We are living in a tech-savvy decade, where smartphones are now a part of society, talking to “Alexa” in finding a solution, drones capturing photos from an aerial view, and much more!
Currently, marketers are able to receive a demographic and a psychographic based on cell-towers, global satellites, and empirical data. Now, innovators are working to collect marketing behavior by the things you touch, including FitBits, Google Glasses, even your stove, and refrigerators!
This newsletter will dive into how marketers will be able to measure demographics and marketing behavior through new tools and how “The Internet of Things” is the next revolution in the relationship between brands and consumers.
What is “The Internet of Things?”
Marketing professionals are able to study relationships between a brand and a consumer. Currently, we can study these behaviors by studying keywords customers are using through search engines, what web pages they are visiting, and which emails they are clicking.
Each year, technology develops further into how buyers personalize with a brand. Consumers will want to personalize their experience where interactions and easy and meaningful to them.
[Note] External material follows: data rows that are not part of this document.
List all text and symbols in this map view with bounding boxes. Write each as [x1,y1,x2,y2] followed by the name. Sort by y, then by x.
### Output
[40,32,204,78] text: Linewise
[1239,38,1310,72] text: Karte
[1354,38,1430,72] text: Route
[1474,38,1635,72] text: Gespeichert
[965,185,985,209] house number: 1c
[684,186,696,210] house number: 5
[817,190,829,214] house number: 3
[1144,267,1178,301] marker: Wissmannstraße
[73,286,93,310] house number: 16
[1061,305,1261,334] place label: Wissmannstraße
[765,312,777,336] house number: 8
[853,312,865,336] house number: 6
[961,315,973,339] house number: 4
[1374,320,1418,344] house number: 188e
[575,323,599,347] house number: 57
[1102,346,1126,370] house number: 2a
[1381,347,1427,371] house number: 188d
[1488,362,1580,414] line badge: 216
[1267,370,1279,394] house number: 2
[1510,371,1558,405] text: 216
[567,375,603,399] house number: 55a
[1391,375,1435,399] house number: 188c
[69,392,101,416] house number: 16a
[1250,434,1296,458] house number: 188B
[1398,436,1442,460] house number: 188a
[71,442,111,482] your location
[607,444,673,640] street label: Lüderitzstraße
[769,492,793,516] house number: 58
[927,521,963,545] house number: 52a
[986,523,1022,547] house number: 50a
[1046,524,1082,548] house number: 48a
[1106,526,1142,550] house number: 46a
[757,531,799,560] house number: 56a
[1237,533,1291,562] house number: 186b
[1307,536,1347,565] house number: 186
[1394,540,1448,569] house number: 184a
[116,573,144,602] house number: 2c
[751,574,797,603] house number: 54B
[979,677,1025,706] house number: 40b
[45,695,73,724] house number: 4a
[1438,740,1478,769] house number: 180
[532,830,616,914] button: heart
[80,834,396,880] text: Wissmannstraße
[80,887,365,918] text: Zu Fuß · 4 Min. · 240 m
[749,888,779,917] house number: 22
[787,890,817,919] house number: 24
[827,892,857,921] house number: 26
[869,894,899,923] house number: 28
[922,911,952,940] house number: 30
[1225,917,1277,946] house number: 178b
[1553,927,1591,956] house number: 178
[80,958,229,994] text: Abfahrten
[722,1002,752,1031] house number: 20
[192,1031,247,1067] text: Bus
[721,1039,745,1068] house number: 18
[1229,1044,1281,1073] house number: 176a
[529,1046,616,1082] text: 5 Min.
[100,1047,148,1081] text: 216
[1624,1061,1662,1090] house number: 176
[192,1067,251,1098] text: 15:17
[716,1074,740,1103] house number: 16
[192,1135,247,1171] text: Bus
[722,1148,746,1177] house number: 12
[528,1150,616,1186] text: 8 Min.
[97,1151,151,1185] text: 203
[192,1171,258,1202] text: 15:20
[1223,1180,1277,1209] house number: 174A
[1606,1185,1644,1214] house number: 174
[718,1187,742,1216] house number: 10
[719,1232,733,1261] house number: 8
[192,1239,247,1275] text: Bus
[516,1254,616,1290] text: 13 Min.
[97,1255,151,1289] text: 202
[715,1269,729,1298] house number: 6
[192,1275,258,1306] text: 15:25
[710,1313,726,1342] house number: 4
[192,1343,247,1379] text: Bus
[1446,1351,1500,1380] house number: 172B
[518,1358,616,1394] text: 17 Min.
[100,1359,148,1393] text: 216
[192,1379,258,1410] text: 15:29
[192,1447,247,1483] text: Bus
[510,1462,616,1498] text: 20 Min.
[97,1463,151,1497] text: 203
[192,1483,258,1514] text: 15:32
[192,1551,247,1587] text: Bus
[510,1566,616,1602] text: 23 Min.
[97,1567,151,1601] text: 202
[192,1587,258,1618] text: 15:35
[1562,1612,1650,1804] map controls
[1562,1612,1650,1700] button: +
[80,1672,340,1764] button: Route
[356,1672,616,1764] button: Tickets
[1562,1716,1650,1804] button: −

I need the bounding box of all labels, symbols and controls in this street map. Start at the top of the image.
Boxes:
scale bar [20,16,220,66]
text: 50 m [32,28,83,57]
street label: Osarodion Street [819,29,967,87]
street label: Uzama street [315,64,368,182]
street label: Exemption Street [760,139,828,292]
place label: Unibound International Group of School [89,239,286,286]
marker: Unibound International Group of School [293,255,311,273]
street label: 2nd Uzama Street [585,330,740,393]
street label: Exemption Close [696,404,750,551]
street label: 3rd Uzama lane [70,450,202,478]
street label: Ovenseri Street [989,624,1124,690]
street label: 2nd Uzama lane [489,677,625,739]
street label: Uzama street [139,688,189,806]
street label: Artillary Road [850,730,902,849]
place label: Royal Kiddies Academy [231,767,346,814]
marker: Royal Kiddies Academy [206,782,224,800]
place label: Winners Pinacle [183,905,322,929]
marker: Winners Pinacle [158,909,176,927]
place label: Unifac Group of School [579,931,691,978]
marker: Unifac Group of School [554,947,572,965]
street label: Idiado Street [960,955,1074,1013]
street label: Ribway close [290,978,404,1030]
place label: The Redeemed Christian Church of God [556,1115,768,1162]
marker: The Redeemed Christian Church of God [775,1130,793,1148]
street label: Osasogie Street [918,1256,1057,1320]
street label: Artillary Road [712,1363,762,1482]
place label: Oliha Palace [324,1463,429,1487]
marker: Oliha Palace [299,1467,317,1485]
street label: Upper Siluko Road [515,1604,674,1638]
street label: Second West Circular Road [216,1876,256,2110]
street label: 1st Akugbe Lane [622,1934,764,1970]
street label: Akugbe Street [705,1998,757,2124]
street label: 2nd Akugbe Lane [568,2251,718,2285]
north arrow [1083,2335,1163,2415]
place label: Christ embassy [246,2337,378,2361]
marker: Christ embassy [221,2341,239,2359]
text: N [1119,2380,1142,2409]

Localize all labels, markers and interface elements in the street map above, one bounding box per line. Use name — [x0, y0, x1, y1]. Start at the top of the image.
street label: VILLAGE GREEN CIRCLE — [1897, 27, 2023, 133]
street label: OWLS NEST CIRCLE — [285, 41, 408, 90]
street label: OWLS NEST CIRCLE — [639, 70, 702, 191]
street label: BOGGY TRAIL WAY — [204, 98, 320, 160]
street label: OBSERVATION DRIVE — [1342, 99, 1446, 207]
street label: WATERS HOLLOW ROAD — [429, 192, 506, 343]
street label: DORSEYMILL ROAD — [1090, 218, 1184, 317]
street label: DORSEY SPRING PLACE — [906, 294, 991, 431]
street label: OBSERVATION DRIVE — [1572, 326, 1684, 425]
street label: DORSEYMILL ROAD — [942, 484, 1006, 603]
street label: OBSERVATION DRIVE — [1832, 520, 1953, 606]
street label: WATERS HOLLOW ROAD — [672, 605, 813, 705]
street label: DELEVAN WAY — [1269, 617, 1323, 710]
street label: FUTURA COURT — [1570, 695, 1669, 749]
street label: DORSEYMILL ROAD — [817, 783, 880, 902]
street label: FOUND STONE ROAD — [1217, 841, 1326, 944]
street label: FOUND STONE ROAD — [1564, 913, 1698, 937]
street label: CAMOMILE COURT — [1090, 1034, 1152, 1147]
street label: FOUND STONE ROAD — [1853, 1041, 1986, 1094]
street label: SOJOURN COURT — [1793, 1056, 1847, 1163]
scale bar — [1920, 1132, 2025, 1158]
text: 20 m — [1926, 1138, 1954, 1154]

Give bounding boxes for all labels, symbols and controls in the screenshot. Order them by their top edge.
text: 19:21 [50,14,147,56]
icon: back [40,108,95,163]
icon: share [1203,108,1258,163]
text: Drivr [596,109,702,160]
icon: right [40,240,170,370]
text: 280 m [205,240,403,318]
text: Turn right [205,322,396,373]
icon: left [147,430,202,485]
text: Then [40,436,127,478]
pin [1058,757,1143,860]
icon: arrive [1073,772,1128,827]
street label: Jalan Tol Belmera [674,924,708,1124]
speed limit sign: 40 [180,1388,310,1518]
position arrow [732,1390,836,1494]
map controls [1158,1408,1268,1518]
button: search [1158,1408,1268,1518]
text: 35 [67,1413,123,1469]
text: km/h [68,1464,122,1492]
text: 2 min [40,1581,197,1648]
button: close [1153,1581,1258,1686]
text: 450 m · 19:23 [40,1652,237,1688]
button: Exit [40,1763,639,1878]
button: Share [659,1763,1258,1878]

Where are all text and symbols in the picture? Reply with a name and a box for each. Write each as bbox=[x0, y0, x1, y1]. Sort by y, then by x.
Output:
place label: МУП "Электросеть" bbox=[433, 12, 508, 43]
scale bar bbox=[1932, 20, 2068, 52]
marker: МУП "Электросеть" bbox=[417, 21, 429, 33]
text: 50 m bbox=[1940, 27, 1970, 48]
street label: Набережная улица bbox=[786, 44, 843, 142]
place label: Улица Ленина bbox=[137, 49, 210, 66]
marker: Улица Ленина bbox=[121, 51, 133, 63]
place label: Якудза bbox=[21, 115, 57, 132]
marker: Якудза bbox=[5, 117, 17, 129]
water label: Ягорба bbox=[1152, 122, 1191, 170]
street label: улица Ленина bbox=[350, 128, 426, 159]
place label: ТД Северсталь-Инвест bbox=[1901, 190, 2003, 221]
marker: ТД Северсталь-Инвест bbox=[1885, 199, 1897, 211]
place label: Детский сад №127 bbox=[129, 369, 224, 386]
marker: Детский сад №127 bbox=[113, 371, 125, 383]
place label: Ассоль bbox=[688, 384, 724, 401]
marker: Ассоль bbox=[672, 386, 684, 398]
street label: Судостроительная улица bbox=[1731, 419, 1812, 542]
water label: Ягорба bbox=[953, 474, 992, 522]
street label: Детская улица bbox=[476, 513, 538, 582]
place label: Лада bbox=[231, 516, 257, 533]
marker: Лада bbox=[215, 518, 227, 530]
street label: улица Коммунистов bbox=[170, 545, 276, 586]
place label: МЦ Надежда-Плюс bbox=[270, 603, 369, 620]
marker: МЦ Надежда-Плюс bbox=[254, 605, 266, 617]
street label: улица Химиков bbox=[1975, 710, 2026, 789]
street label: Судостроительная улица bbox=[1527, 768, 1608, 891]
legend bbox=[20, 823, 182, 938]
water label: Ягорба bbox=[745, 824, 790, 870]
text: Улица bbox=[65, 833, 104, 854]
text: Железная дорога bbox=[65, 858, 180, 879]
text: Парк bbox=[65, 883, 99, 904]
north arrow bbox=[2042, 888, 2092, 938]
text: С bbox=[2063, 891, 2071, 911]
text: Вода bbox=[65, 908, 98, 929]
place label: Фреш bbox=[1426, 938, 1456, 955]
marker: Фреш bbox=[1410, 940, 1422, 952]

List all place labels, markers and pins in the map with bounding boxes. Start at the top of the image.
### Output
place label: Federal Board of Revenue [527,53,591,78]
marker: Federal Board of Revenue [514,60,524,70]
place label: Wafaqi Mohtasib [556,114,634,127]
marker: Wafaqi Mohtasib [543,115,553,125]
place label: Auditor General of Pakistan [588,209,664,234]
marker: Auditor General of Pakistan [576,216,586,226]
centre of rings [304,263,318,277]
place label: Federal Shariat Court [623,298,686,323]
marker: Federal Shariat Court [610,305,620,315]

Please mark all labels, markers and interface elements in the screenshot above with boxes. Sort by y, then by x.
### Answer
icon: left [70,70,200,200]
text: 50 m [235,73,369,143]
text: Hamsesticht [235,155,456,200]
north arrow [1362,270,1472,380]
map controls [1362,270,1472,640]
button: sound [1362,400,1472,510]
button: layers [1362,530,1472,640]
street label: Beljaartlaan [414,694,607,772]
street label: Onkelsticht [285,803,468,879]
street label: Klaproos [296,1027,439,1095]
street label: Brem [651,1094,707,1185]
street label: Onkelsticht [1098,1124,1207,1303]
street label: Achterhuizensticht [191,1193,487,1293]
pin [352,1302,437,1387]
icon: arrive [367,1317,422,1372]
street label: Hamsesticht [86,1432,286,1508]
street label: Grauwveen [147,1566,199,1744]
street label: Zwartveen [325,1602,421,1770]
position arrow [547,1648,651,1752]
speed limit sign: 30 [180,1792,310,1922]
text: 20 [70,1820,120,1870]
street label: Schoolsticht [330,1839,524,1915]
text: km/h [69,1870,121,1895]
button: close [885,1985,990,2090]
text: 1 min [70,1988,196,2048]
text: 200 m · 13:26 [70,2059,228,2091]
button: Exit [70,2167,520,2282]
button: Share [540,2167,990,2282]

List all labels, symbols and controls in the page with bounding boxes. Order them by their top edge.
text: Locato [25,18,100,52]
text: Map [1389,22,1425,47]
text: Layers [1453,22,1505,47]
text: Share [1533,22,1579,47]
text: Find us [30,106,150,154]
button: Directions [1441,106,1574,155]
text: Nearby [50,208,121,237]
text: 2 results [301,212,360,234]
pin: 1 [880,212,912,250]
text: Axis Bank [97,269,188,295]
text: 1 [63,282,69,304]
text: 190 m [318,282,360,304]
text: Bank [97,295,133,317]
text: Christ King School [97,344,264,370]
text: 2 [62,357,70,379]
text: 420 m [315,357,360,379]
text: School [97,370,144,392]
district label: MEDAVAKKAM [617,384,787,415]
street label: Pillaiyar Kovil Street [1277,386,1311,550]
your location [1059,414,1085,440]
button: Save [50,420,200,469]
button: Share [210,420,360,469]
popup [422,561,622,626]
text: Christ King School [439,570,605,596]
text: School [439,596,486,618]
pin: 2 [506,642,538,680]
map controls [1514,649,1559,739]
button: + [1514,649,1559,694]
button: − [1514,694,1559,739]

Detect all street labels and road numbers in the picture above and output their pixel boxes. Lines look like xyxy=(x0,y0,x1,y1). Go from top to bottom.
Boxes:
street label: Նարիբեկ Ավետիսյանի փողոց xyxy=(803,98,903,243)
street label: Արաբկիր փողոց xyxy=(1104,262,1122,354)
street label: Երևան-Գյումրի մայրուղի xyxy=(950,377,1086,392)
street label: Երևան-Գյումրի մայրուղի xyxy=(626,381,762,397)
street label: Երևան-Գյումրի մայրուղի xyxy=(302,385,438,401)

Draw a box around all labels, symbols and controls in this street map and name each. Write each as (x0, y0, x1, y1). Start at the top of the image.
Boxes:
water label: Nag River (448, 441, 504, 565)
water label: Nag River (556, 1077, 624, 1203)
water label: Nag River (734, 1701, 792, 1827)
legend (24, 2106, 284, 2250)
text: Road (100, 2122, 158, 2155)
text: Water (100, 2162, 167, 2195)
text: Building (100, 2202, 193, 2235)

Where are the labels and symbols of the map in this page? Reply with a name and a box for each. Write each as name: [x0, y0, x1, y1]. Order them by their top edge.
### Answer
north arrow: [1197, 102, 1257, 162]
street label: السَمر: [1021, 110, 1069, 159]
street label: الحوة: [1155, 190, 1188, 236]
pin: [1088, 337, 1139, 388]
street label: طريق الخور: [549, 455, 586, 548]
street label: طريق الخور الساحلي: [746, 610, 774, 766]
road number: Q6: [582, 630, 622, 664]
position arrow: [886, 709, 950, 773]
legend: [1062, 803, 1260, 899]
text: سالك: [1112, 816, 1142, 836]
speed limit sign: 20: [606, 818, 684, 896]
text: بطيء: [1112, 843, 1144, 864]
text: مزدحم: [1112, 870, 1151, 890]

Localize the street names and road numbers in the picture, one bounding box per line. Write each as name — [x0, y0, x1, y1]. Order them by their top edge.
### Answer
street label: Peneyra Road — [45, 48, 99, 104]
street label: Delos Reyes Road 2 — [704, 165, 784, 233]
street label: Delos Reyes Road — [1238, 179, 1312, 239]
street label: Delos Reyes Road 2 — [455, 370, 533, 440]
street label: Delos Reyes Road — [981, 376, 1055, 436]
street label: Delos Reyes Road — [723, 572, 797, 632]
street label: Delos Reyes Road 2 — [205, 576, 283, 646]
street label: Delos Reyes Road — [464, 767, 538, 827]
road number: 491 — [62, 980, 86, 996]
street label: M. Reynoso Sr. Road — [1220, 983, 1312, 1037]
There are an estimated 1.9 billion connected devices today and will grow to 9 billion by next year. Experts believe that there will be more connected devices than users by 2020.
With the Internet of Things growing, companies will be able to collect consumer data and determine the appropriate communication channels that are most effective with each customer.
How Businesses Utilize the IoT’s
Some businesses today are starting the revolution of the Internet of Things. Amazon is taking flight with “Alexa” and Google “Home” is jumping onboard as well.
How does the IoT utilize and impact a business?
Here’s how –
- Data – Businesses will have access to more data than before. Consumers can now interact in new ways with the IoT’s. Smart devices will track and record patterns of consumer behavior. Organizations can learn more from buyers, making intelligent product recommendations and customizing searches in new, innovative ways.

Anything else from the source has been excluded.